く~にゃん雑記帳

音楽やスポーツの感動、愉快なお話などを綴ります。旅や花の写真、お祭り、ピーターラビットの「く~にゃん物語」などもあるよ。

<チャノキ(茶の木)> ツバキの仲間、純白の5弁花を下向きに

2013年12月03日 | 花の四季

【茶園のほか垣根にも、花は初冬の季語】

 ツバキ科の常緑樹で、単に「チャ(茶)」とも呼ばれる。原産地は中国南部~インドシナ半島とインド・アッサム地方。中国種は比較的寒さに強く日本や中国で栽培されている。茶畑では1m程度に刈り込まれることが多いが、自然木では高さが3~4mにもなる。大気汚染に強いため生垣や庭木として植えられることも多い。一方、暑さに強いアッサム種は大きくなると10mを超えるという。

 日本には奈良時代、中国から薬用として渡来したといわれる。ただ広く栽培され喫茶の風習が広まるのは鎌倉時代に入ってから。12世紀末に僧栄西が留学先の中国から種子を持ち帰ったことに始まる。栄西は臨済宗の開祖で、茶の種類や効用、製茶法などをまとめた「喫茶養生記」という著書も残している。

 花期は10~12月。晩秋から初冬にかけツバキに似た直径3cmほどの白い5弁花を下向きに付ける。ふっくらとした小花の中央から突き出す黄色い無数の雄しべが印象的。
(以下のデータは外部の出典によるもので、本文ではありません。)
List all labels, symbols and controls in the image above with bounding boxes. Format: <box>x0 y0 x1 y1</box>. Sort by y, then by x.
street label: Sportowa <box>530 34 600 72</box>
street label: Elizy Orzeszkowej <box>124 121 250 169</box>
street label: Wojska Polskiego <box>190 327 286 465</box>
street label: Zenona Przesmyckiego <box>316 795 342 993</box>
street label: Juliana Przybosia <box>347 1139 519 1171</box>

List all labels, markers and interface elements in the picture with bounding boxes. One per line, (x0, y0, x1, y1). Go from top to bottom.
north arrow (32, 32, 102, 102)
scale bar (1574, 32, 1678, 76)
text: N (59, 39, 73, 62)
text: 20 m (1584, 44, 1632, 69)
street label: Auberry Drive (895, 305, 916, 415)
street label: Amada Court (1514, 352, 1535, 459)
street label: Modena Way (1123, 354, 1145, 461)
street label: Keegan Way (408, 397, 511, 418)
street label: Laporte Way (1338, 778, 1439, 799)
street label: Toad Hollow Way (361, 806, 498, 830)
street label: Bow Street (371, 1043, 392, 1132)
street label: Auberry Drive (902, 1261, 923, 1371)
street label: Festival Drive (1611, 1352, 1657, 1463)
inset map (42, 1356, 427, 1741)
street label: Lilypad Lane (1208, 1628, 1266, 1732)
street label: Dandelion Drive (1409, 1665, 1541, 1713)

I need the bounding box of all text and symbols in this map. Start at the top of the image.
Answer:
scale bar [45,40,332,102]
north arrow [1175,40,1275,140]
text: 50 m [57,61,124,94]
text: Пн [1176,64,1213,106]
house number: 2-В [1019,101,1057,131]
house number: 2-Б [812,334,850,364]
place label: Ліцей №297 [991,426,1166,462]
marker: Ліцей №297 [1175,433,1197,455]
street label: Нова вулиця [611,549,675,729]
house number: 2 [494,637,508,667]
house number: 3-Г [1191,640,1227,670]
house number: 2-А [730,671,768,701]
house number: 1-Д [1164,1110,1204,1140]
チャには緑色の花柄(かへい=花を支える茎)がある点がツバキと異なる。園芸品種には花が紅色のものや葉に斑が入るものなどもある。5月上旬の八十八夜の頃に摘むのが一番茶(新茶)。その後、摘む順番で二番茶、三番茶に。製茶法の違いによって緑茶、中国茶(ウーロン茶)、紅茶になる。

 佐賀県嬉野市の「嬉野の大チャノキ」は国の天然記念物(1926年指定)で樹齢300年を超える。「嬉野茶」のシンボルになっており、チャノキは「市の木」にも選ばれている。市や町の木になっているところは他にもある。「狭山茶」で有名な埼玉県狭山市や「宇治茶」の京都府宇治田原町など。埼玉県入間市や所沢市、茨城県坂東市、東京都武蔵村山市、京都府和束町、長野県南信濃村などでは市や町・村の花になっている。

 「茶の花」は初冬の季語。「茶の花に隠れんぼする雀かな」(一茶)、「茶の花に人里ちかき山路かな」(芭蕉)、「茶の花に暖かき日のしまひかな」(虚子)。